English is the official language of the United Nations, the European Union and many other international organizations and businesses. These differences come up in the classroom almost on a daily basis.

When we practice how to write a complete sentence and I explain to the students how important it is to put a period at the end they look at me with a bewildered look on their faces. “Oh, you mean a full stop, teacher.” Yes, that’s what I mean.

When we talk about the possibility of a power outage during a thunderstorm, they tell me not to worry. “We have a torch in our house, we will use a torch to give us light.” An American torch would have a disastrous effect; the term flashlight would be much more appropriate here.

In Sioux Falls, our students may live in a second floor apartment and take the elevator up to their floors.
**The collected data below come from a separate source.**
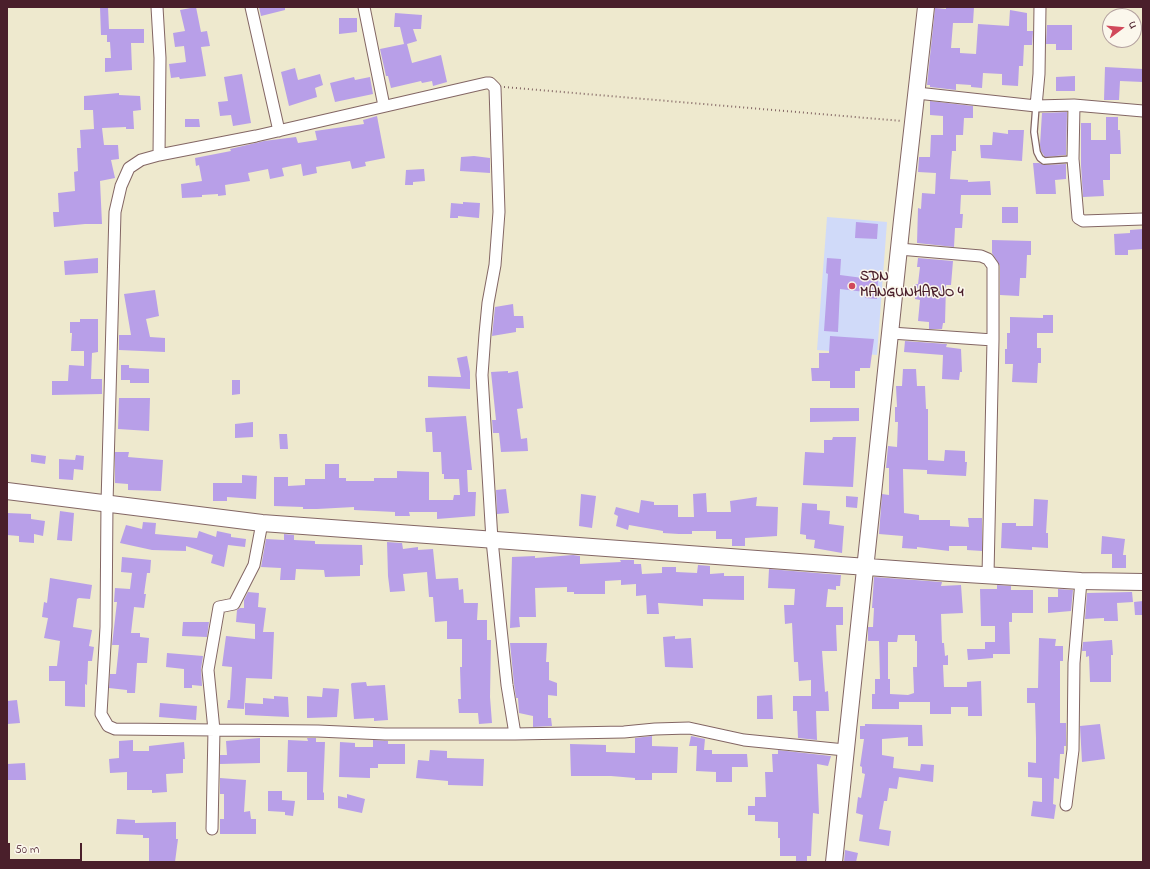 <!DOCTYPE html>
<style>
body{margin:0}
#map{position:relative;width:1150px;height:869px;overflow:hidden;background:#eee9ce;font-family:"Indie Flower",sans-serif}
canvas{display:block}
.frame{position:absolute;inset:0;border:8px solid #4a1f2b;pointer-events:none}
.north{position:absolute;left:1102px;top:8px;width:40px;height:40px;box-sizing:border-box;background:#fbf7ec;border:1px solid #b4a19f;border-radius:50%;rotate:74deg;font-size:11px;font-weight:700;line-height:16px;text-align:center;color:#4a1f2b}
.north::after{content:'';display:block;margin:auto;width:14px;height:18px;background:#d1495b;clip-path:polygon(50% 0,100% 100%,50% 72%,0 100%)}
.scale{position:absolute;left:8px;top:843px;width:74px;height:18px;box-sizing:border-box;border:2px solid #4a1f2b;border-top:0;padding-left:5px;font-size:12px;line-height:14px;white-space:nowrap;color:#4a1f2b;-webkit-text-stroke:3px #fbf7ec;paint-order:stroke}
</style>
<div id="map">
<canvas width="1150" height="869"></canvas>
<div class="frame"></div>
<div class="north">U</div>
<div class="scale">50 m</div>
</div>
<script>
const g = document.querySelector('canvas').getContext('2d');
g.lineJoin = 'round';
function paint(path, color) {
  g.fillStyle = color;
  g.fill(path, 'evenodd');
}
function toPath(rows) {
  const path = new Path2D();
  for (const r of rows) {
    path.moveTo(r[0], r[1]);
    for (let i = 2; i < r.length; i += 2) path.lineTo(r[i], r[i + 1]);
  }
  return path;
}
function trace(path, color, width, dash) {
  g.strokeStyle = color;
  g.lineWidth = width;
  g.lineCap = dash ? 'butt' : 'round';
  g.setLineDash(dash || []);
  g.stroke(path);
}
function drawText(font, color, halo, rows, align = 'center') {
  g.font = font + ' "Indie Flower",sans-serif';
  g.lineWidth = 3;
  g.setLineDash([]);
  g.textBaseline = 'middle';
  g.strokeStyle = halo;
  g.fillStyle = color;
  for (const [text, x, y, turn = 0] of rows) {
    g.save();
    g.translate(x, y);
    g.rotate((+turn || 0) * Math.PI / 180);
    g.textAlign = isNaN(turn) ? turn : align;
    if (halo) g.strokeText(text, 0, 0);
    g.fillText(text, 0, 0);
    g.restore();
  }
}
paint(toPath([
 [827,217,887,222,877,355,817,350]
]), '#d0daf9');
paint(toPath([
 [100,7,108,7,109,29,144,29,144,43,131,43,132,70,105,72,105,58,111,58,110,42,107,42,107,35,101,35],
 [196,7,201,32,207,31,210,46,201,47,206,76,180,79,179,77,171,78,169,64,186,62,184,46,175,47,173,33,185,31,180,10],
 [259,7,285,7,285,10,261,16],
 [946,7,974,7,973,23,953,23,951,48,960,48,960,53,976,54,978,24,1009,26,1010,10,1027,13,1027,31,1033,31,1032,45,1024,45,1023,66,1019,66,1018,86,1002,85,1002,74,983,73,982,88,971,87,971,85,956,84,956,90,930,87,930,85,927,85,935,8,946,9],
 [395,13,422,15,421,29,413,29,417,41,407,44,412,63,441,55,447,82,433,86,432,81,422,83,421,81,391,88,388,76,386,76,380,49,404,44,400,27,394,27],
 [339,18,357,18,357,32,339,34],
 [1047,25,1072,25,1072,50,1056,50,1056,44,1046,44],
 [1105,67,1143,69,1143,82,1120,81,1119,100,1104,100],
 [295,68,298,80,320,74,323,85,315,88,317,97,289,106,281,72],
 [242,74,251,123,233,126,231,115,220,116,218,102,228,101,224,77],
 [1075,76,1075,91,1056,91,1056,77],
 [354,77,355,80,370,77,373,94,335,102,330,83],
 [119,93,119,95,140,96,141,110,133,111,134,129,126,129,126,127,102,128,104,145,118,145,119,159,111,160,115,178,100,181,102,224,85,224,54,227,53,212,59,212,58,193,75,191,74,172,78,171,77,148,81,148,80,130,94,129,93,110,84,110,84,96],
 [930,101,973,106,973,118,964,118,963,135,956,135,956,151,952,151,950,179,968,180,968,182,990,181,991,195,961,195,960,214,963,214,962,228,955,228,954,247,917,243,918,208,921,209,922,193,935,194,936,173,918,172,919,157,930,157,931,135,943,135,943,116,930,115],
 [1067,112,1066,155,1045,157,1041,151,1040,145,1042,113],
 [377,116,385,158,365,162,366,166,352,169,350,161,316,167,317,173,303,176,301,164,282,168,284,176,270,179,268,169,248,173,250,181,225,185,226,195,218,196,218,194,202,195,202,197,182,198,181,184,202,181,199,165,196,166,195,158,231,151,230,149,264,141,296,137,298,143,317,140,315,131,364,124,363,120],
 [1106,117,1118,117,1118,130,1120,130,1121,154,1110,154,1110,180,1103,180,1104,196,1083,197,1081,165,1081,123,1091,123,1091,140,1106,140],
 [185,119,199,119,200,127,185,127],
 [1008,130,1024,130,1022,161,981,158,980,145,992,145,993,132,1008,134],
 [474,156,490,158,490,173,460,171,461,157],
 [1033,163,1039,163,1044,165,1066,164,1066,179,1055,180,1056,194,1036,194],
 [424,169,425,181,413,182,413,185,405,185,406,170],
 [463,202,480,203,479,218,458,216,458,218,450,218,451,203,463,204],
 [1002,207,1018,207,1018,223,1002,223],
 [856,222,878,224,877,239,855,238],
 [1143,229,1143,249,1128,250,1128,255,1115,255,1114,234,1130,233,1130,230],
 [992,240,1031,241,1031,255,1027,255,1026,278,1020,278,1019,296,1000,295,1000,266,992,253],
 [98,258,98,273,65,275,64,261],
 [827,258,841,259,840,275,878,280,877,299,865,298,865,292,840,289,838,332,824,331,828,274,826,273],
 [918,258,953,261,951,285,946,285,945,323,943,323,942,329,929,329,929,322,918,321,920,300,915,299,915,284,918,284,920,267,917,267],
 [155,290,159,316,146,319,150,337,165,338,165,352,119,350,119,335,131,335,124,294],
 [513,304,514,316,523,316,524,328,516,328,516,332,492,336,495,307],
 [1043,315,1053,315,1053,333,1037,333,1037,348,1041,348,1041,363,1038,363,1037,383,1012,382,1013,364,1005,364,1005,349,1007,349,1007,333,1010,333,1010,317,1043,318],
 [80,319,98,319,98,352,92,353,91,379,102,379,102,394,52,395,52,381,68,381,69,365,84,366,84,351,71,351,72,333,70,333,70,322,80,322],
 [830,336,874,339,870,368,860,368,860,371,855,371,855,388,830,388,830,381,812,381,811,368,819,368,819,353,829,353],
 [905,341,947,344,946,347,961,349,962,372,960,372,959,380,942,379,943,355,904,352],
 [467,356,470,372,470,389,428,387,428,376,461,377,457,358],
 [121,365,129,365,129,368,149,369,149,383,130,383,130,380,121,380],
 [903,369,916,369,917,386,925,386,926,409,928,409,928,460,944,461,945,450,965,451,965,462,967,462,966,476,927,474,927,470,903,469,904,513,919,515,919,520,950,520,950,526,969,527,968,518,982,518,982,551,967,550,967,546,949,546,949,551,917,547,917,549,902,548,903,536,879,534,882,494,889,495,889,468,886,468,888,446,897,447,898,422,895,422,895,407,897,407,896,386,902,386],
 [508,371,508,373,518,371,523,408,517,409,521,439,527,438,528,451,501,452,499,433,493,433,492,420,496,420,491,372],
 [232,380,240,380,240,394,232,395],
 [119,398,150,398,149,431,118,429],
 [810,408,859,408,859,421,810,422],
 [466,416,472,470,467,470,468,492,476,492,475,516,437,519,437,512,409,512,410,516,395,516,395,512,354,510,354,507,317,509,303,509,303,507,274,506,274,477,288,477,288,486,305,485,305,479,325,479,325,464,339,464,339,478,346,478,346,481,374,481,374,478,397,478,397,471,429,472,429,500,453,500,454,495,460,495,459,479,444,479,444,474,442,474,441,452,433,452,432,432,426,432,425,418],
 [253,422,253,437,235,438,235,424],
 [279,434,287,434,288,449,280,449],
 [833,437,856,437,853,487,803,485,805,452,824,453,824,440,832,440],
 [115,452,129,452,128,457,163,460,161,491,128,490,128,484,115,483],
 [31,454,46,456,45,464,31,462],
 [76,455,84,456,83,470,74,469,73,480,59,479,59,459,75,460],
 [242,475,257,476,256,499,227,497,227,501,213,501,213,483,242,483],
 [506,489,509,513,497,514,496,490],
 [706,493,707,512,731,512,730,501,757,497,756,506,778,507,777,536,745,538,745,546,732,546,732,539,716,539,716,531,692,531,692,534,679,534,663,533,663,531,629,525,628,530,616,526,618,516,614,514,616,507,639,513,641,500,654,502,654,505,678,505,678,517,694,517,693,494],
 [581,494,596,496,592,528,579,526],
 [846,496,858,497,857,508,846,507],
 [1034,499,1048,500,1046,533,1048,533,1048,548,1032,547,1032,550,1001,548,1002,523,1016,523,1016,526,1033,526],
 [802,503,817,504,817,510,830,511,829,524,844,526,842,553,814,548,815,540,806,539,806,535,800,534],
 [60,511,74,513,72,541,57,540],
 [7,513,31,514,31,519,45,521,43,536,34,534,34,543,19,542,19,536,7,535],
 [143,522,156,523,155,534,197,538,199,531,216,537,217,531,231,534,231,537,246,539,245,547,228,545,224,567,211,563,213,555,186,546,186,551,152,550,120,543,126,525,142,529],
 [284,534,294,535,294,540,315,541,315,544,362,545,363,565,360,565,360,576,325,577,324,570,296,569,295,580,280,580,281,568,261,567,266,539,284,540],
 [1102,536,1125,539,1123,555,1126,555,1126,568,1112,568,1112,554,1101,554],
 [387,542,402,543,403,549,418,547,418,550,433,549,436,579,458,578,459,590,463,589,464,603,478,603,477,620,487,620,487,640,491,640,490,697,492,723,479,724,478,713,459,713,458,699,461,699,460,667,462,667,462,639,447,639,447,621,435,622,433,597,429,597,427,572,403,574,405,591,390,592,388,576],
 [573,555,580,556,580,564,621,562,620,560,634,560,634,564,641,564,642,574,662,573,662,567,676,567,676,572,697,573,698,565,710,566,710,574,724,573,724,576,744,576,744,600,703,599,703,606,658,603,659,614,647,614,646,595,636,596,636,584,621,585,621,580,605,581,605,594,574,594,574,592,567,592,567,587,535,588,536,617,519,617,520,627,510,628,512,557,535,556,535,558],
 [122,557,151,560,150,573,147,573,144,594,146,594,144,608,134,607,131,633,140,633,140,637,149,638,147,663,137,663,135,693,127,693,127,690,109,688,110,674,116,674,119,645,112,645,117,602,114,602,115,588,130,589,132,573,121,572],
 [769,569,841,575,840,586,836,586,836,590,828,589,826,607,843,607,843,625,836,625,837,651,822,651,825,692,828,691,829,711,816,711,817,740,798,738,797,711,793,711,793,696,811,696,811,680,799,681,798,662,794,662,792,623,785,624,784,605,794,605,795,589,768,588],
 [874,577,942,582,941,586,961,585,963,613,941,614,942,643,944,643,945,656,948,655,948,665,943,665,944,687,967,687,967,682,981,681,982,716,968,716,968,707,951,707,951,714,930,714,930,702,899,702,899,709,872,709,872,694,875,694,875,679,880,679,879,641,868,641,868,627,873,627,874,608,872,608],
 [898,635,915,635,915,641,917,641,917,667,913,667,914,693,908,695,890,694,890,679,888,679,888,642,897,642],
 [50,578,92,585,90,599,79,598,77,599,73,627,92,630,89,646,94,647,92,661,88,661,87,685,85,684,85,707,65,706,65,681,49,681,49,666,57,666,60,641,44,638,48,618,42,617,44,602,47,603],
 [997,585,1011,586,1011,590,1033,590,1033,613,1012,613,1012,622,1009,622,1010,654,993,654,993,658,968,660,967,649,985,649,985,642,995,642,995,626,981,626,980,589,997,589],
 [1058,589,1073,590,1071,611,1048,613,1048,597,1058,597],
 [248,592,259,593,258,607,266,608,263,632,274,632,272,679,246,678,244,709,227,708,228,700,230,700,232,667,222,666,226,636,255,639,255,624,236,622,237,610,240,608,244,608,244,600],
 [1132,592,1133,602,1117,603,1118,621,1104,621,1104,618,1085,619,1087,593],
 [1143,601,1143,615,1135,615,1134,602],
 [183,622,209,622,207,637,182,636],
 [675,636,675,639,691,638,693,668,665,667,663,637],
 [1039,638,1056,639,1055,646,1063,646,1063,661,1060,661,1060,723,1066,723,1066,746,1064,746,1064,754,1060,754,1059,779,1054,778,1053,804,1056,805,1054,819,1031,816,1033,801,1042,802,1042,778,1028,777,1028,762,1036,763,1036,738,1035,703,1027,703,1027,688,1038,688],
 [1112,640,1113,655,1111,655,1111,682,1090,682,1089,656,1086,657,1086,651,1082,651,1083,642],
 [510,643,547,643,546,662,549,662,549,680,557,683,557,696,548,695,548,718,551,718,552,726,533,727,533,716,519,713,518,698,516,698,514,684],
 [167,653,203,656,201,669,202,686,192,685,192,688,184,688,184,669,166,667],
 [366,682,367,686,385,685,388,720,374,721,374,718,354,719,351,684,352,683],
 [323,688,339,689,337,717,307,718,307,696,322,697],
 [772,695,773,719,757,719,757,696],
 [274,696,288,697,289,717,245,715,245,703,263,704,263,698,274,699],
 [17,700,20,723,7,724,7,701],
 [160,703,197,706,196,720,159,717],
 [865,724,922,725,923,746,908,746,908,737,882,739,882,755,894,757,893,768,920,771,921,764,934,765,933,782,899,777,897,789,889,788,887,801,884,801,879,829,891,831,889,846,859,841,863,815,856,813,858,797,861,798,865,774,862,773,862,767,860,766,864,739,860,739,860,726,865,726],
 [1100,724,1105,759,1082,762,1080,726],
 [652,736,652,746,678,747,677,773,652,773,652,780,635,780,635,778,611,776,571,776,570,744,606,745,606,752,635,753,635,738],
 [691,736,705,739,704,750,712,750,712,754,747,754,748,767,732,767,732,782,716,782,716,772,696,771,697,746,689,746],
 [260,738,260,763,220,764,220,755,227,755,226,741],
 [307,738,316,738,316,742,325,742,323,792,324,793,324,800,307,800,307,772,287,772,288,740,308,741],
 [133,740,133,751,149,751,149,746,184,742,185,759,183,759,183,773,166,774,167,792,152,793,152,790,127,790,127,772,110,773,109,759,119,758,119,741],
 [373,740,388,741,388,744,405,744,405,764,378,764,378,768,370,768,370,778,339,777,340,742,355,743,355,747,373,747],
 [430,750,447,751,447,758,484,759,483,786,448,785,448,781,416,778,418,760,429,761],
 [778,750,831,756,828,766,817,764,819,814,813,813,811,856,807,856,807,862,796,862,796,856,780,856,780,838,778,838,778,822,755,821,755,815,748,815,748,806,755,806,755,797,766,797,765,772,773,772,772,754,778,754],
 [25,763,26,780,7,780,7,764],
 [220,778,246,780,244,812,250,811,251,819,256,819,256,834,220,834,220,819,224,819,224,794,220,794],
 [268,791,282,791,282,800,295,801,293,816,285,815,285,812,268,811],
 [347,794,365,799,362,813,338,808,338,796,347,798],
 [117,819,135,820,135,823,176,822,176,839,178,839,175,862,149,862,149,838,143,838,143,835,116,834],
 [845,850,858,853,856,862,844,862]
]), '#b89fe8');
const lane = toPath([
 [1036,106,1034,132,1037,152,1040,158,1044,161,1073,159]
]);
const street = toPath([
 [157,7,160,58,159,155],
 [251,7,279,131],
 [364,7,384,106],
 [917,93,1036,106,1074,105,1143,111],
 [1074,105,1073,159,1078,218,1083,221,1143,219],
 [1036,106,1039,74,1040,7],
 [899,249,981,256,988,259,993,266,993,340,988,575],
 [891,333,993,340],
 [515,734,507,685,499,610,492,540,482,375,485,334,488,303,495,265,499,212,495,88,490,83,486,83,256,136,159,155,141,160,129,168,121,186,115,212,107,503,106,627,101,714,108,726,115,729,318,731,385,734,515,734,624,732,655,729,689,728,744,740,845,750],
 [1066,805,1073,750,1074,663,1081,581],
 [212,829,214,730,208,670,219,607,234,604,254,565,262,523]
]);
const secondary = toPath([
 [7,491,262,523,950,573,1081,581,1143,582],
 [834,862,902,220,926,7]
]);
trace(lane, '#836664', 8);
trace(street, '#836664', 13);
trace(secondary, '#836664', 18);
trace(toPath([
 [504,87,902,121]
]), '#836664', 2, [1, 3]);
trace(lane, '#fff', 5.5);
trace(street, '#fff', 11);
trace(secondary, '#fff', 16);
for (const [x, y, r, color] of [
 [852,286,4,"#d1495b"]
]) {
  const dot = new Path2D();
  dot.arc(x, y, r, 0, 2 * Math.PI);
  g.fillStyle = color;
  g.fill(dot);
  trace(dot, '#fbf7ec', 1.5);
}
drawText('bold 14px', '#4a1f2b', '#fbf7ec', [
 ["SDN",860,278],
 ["MANGUNHARJO 4",860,294]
], 'left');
</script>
A speaker of British English, on the other hand, would describe the same home as a flat on the first floor and use the lift to get there. In America, a woman might wear a bonnet, whereas in British English this same word describes the hood of a car. Americans eat French fries while the British eat chips. Many American children wear braces on their teeth, but British men wear braces to hold up their pants. And the list goes on.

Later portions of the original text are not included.